A qualitative summary diagram that shows the ontogenetic expression of several proteins found in all cortical regions and the average growth of the cerebral wall also across regions. Generalized immunostaining of many cells and/or their processes in a given layer is represented by blocks of color, whereas immunoreactivity observable in individual cells is represented circles of different colors. It can be seen that, initially, the cortical plate grows rapidly in thickness, but during the second half of the period studied it is the subplate and SVZ that undergo the greatest degree of expansion and differentiation. The SVZ divides into OSV and ISV cell rich regions that express PAX6 indicating that both compartments contain neural progenitor cells.
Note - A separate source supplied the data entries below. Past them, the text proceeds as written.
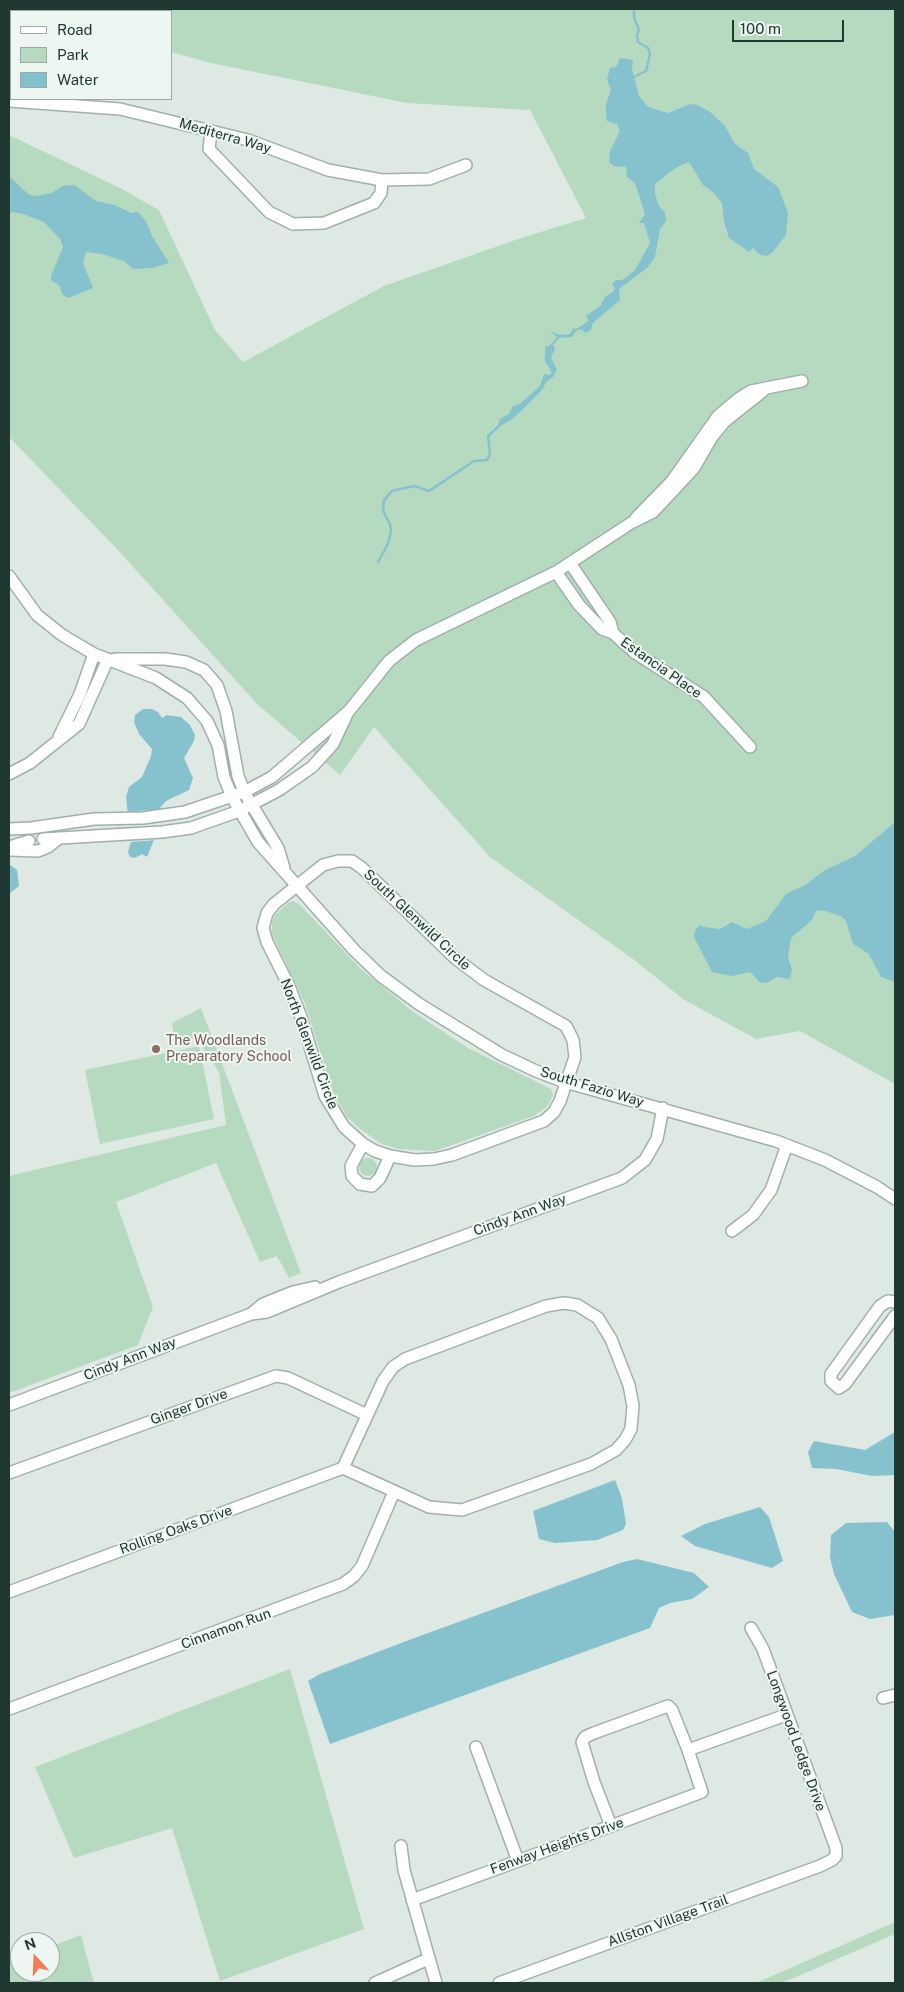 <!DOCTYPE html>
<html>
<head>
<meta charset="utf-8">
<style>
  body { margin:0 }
  #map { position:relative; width:904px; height:1992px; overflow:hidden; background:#dee9e4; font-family:"Public Sans",sans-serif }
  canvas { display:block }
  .frame { position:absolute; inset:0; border:10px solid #203832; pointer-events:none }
  .legend { position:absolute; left:10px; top:10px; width:162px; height:90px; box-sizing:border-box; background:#eef6f2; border:1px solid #9caaa5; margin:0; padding:6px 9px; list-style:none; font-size:15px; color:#203832 }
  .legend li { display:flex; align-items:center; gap:10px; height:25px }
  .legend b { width:25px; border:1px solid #9caaa5 }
  .north { position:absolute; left:10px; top:1932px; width:50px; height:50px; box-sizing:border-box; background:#eef6f2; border:1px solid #9caaa5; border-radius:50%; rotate:340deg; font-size:14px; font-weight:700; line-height:20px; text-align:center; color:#203832 }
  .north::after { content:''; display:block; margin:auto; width:18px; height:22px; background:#ef7d56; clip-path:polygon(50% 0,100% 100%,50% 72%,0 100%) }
  .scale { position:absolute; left:732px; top:20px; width:112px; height:22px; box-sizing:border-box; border:2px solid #203832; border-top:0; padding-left:6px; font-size:15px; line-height:18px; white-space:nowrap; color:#203832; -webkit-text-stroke:4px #eef6f2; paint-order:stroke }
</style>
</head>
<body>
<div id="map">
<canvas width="904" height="1992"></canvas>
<div class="frame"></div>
<ul class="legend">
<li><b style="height:6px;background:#fff"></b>Road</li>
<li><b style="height:14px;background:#b6dac0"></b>Park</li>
<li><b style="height:14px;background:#86c2ce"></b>Water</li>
</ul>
<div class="north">N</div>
<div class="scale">100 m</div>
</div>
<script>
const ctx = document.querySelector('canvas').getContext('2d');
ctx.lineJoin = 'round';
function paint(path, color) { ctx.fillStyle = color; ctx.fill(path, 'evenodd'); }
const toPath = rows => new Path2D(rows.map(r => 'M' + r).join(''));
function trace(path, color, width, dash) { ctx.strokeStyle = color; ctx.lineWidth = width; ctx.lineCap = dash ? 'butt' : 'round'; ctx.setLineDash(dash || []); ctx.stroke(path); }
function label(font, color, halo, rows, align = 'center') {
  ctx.font = font + ' "Public Sans",sans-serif'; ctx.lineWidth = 4; ctx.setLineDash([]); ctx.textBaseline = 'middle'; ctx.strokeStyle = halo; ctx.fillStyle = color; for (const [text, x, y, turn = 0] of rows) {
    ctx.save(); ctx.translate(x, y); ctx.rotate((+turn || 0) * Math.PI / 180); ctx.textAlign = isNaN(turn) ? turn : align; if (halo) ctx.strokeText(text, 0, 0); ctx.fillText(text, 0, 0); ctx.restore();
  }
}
paint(toPath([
  [13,9,895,9,895,1084,800,1031,756,1039,683,999,633,959,490,857,374,727,340,775,258,705,117,549,9,437,9,135,120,188,159,210,215,330,243,362,384,286,521,238,586,218,530,110,407,103,211,63,171,52,171,11,22,11],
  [293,901,299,904,361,969,412,1011,468,1048,551,1089,553,1096,547,1107,534,1116,435,1151,399,1149,382,1144,360,1129,347,1117,333,1093,305,1003,272,934,272,922,275,915,288,903],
  [201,1008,301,1273,289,1278,277,1256,260,1262,216,1163,116,1202,153,1307,138,1345,9,1393,9,1176,226,1125,219,1072,197,1039,174,1038,172,1023],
  [199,1046,214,1119,100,1144,85,1070],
  '359 1167a9 9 0 1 1 18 0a9 9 0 1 1-18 0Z',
  [290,1669,364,1929,220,1981,172,1828,74,1858,35,1767],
  [895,1922,895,1934,782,1983,756,1983],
  [81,1935,94,1983,9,1983,9,1962,20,1958,20,1972,50,1972,50,1947]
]), '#b6dac0');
paint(toPath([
  [622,58,633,60,632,69,639,96,648,107,668,113,690,104,697,105,709,111,725,126,735,144,748,153,754,169,778,187,788,213,786,235,773,252,767,256,760,255,753,248,749,252,729,238,724,222,722,203,713,192,703,185,691,165,688,162,674,169,655,184,655,194,659,206,665,212,666,221,660,229,655,257,647,268,619,289,620,300,593,323,591,330,585,333,582,329,576,331,572,337,559,338,553,345,555,349,551,358,557,370,553,377,546,382,543,389,524,408,511,420,497,428,500,419,509,414,513,406,521,403,540,386,544,374,549,375,552,373,545,361,545,347,550,345,557,337,550,331,560,335,570,334,573,328,576,329,589,321,586,316,600,306,605,297,615,290,612,284,616,280,622,280,635,270,650,243,644,223,639,223,645,214,635,183,627,177,626,167,614,166,609,162,610,151,620,131,617,124,607,121,606,117,606,104,611,90,607,79,610,68,617,66,619,59],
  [9,176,28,194,35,196,52,193,62,186,74,185,96,201,115,205,131,213,138,212,146,221,152,236,169,263,152,268,133,269,124,261,102,254,86,252,83,263,93,288,68,298,62,294,60,286,51,280,51,276,63,247,60,239,44,222,23,214,12,212,9,215],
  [143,709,152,709,158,712,162,718,167,715,181,717,190,725,195,735,194,741,184,758,193,778,189,790,166,801,159,809,154,840,147,857,142,854,135,858,130,857,128,852,131,842,126,797,129,787,142,777,151,756,152,749,139,734,134,722,135,715],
  [895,822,895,982,881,977,869,954,853,944,846,921,841,916,822,910,816,911,812,920,791,938,788,957,792,970,790,979,777,977,766,983,760,982,750,972,732,976,712,972,694,937,695,930,700,925,704,927,720,929,732,922,747,929,766,921,786,894,805,885,825,870,855,856],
  [9,864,17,870,19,886,9,894],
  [895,1432,895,1475,872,1476,836,1469,812,1468,808,1452,814,1441,865,1450],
  [615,1480,622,1498,626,1524,623,1530,597,1540,555,1543,539,1539,533,1511],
  [760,1507,769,1517,783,1561,772,1568,695,1546,681,1536,705,1524],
  [887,1522,895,1532,895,1615,870,1619,852,1612,834,1574,830,1557,831,1535,846,1523],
  [637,1559,694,1573,709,1587,692,1599,670,1603,659,1608,650,1628,330,1744,308,1681,320,1674,409,1640,623,1562]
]), '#86c2ce');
paint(toPath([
  [162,809,157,840,129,842,127,812]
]), '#dee9e4');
trace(toPath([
  [632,78,646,71,650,54,648,48,638,42,637,35,639,30,634,17,634,9],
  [378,562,388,544,391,531,390,524,383,511,384,500,392,491,414,486,429,491,474,461,487,460,490,455,488,436,499,426]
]), '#86c2ce', 2.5);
const minor = toPath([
  [9,101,120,109,248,140,328,170,382,180,429,179,466,165],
  [211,131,209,149,269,212,293,224,324,223,374,203,381,193,382,180],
  [636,518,672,481,718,416,737,400,751,391,802,381],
  [570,563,610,622,613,633],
  [556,572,579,605,602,629,613,633,634,652,704,697,750,747],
  [9,576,37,615,62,635,94,654,156,678,187,698,207,721,218,745,224,777,232,797,258,842,354,950,381,976,419,1004,502,1055,536,1071,565,1082,776,1141,825,1160,877,1187,895,1199],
  [115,659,165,659,186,662,204,670,217,685,226,711,238,776,244,792,278,848,284,868],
  [59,737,80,694,94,654],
  [9,774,30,763,79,724,108,659],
  [9,829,31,828,94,819,143,818,185,812,244,792,272,777,349,711,389,661,416,640,556,572,631,523,653,512,694,468,712,437,724,422,763,391],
  [43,839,162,832,191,828,239,811,279,790,312,767,333,744,347,714],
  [9,847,29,841],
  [9,850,38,851,48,847,59,838],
  [338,861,352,861,362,868,455,958,484,980,566,1026,573,1040,575,1057,560,1101,554,1112,544,1121,452,1155,434,1159,415,1160,390,1156,375,1151,363,1144,344,1127,325,1096,301,1017,289,986,267,942,263,928,267,913,274,904,323,865,338,861],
  [363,1144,351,1166,352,1176,360,1184,372,1186,380,1178,390,1156],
  [732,1231,753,1215,771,1190,787,1145],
  [895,1302,888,1301,880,1306,831,1374,831,1381,839,1388,845,1384,895,1316],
  [564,1303,577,1305,598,1318,611,1339,629,1385,633,1406,631,1429,625,1440,616,1450,591,1464,462,1510,429,1507,343,1468,383,1381,393,1367,405,1359,546,1306,564,1303],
  [251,1314,263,1304,293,1292,315,1287],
  [9,1405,251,1314,267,1312,339,1282,622,1178,645,1160,657,1139,663,1108],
  [9,1473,276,1376,288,1378,367,1415],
  [9,1592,343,1468],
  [883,1698,895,1695],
  [9,1709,343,1584,354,1576,362,1566,394,1492],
  [476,1747,518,1861],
  [688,1750,786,1715],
  [401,1846,404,1870,436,1983],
  [412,1900,518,1861,611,1826,702,1792,688,1750,672,1710,668,1706,594,1733,585,1737,582,1742,594,1782,611,1826],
  [375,1983,428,1959],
  [499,1983,820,1866,832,1860,836,1856,836,1848,763,1649,751,1628]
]);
trace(minor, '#a1b0ab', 14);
trace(minor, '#fff', 11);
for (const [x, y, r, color] of [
  [156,1049,5,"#8d6e63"]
]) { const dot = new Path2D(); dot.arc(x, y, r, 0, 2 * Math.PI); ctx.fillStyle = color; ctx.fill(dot); trace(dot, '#eef6f2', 2); }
label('14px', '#203832', '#eef6f2', [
  ["Mediterra Way",225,136,16],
  ["Estancia Place",661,668,35],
  ["South Glenwild Circle",417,920,43],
  ["North Glenwild Circle",309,1044,69],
  ["South Fazio Way",592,1087,17],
  ["Cindy Ann Way",520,1215,-20],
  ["Cindy Ann Way",130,1359,-21],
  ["Ginger Drive",189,1407,-20],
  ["Rolling Oaks Drive",176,1530,-20],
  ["Cinnamon Run",226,1629,-20],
  ["Longwood Ledge Drive",796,1741,70],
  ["Fenway Heights Drive",557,1846,-20],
  ["Allston Village Trail",668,1921,-20]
]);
label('14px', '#785e54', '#eef6f2', [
  ["The Woodlands",166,1041],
  ["Preparatory School",166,1057]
], 'left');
</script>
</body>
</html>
This figure shows that CR-positive neurons are amongst the first differentiated neuronal cell types observed seen particularly in the marginal zone, but that a second cohort appears around 11–13 weeks, followed by migration to a final resting place in the cortical plate. NPY and KCC2 neurons appear at different locations in the subplate. Er81 positive neurons are born in the VZ but settle in layer V of the cortex. The scale bar should be considered as only giving approximate values for thickness of the cerebral wall and each layer, as this diagram is derived from sections that have undergone different methods of tissue processing and have different angles of cut.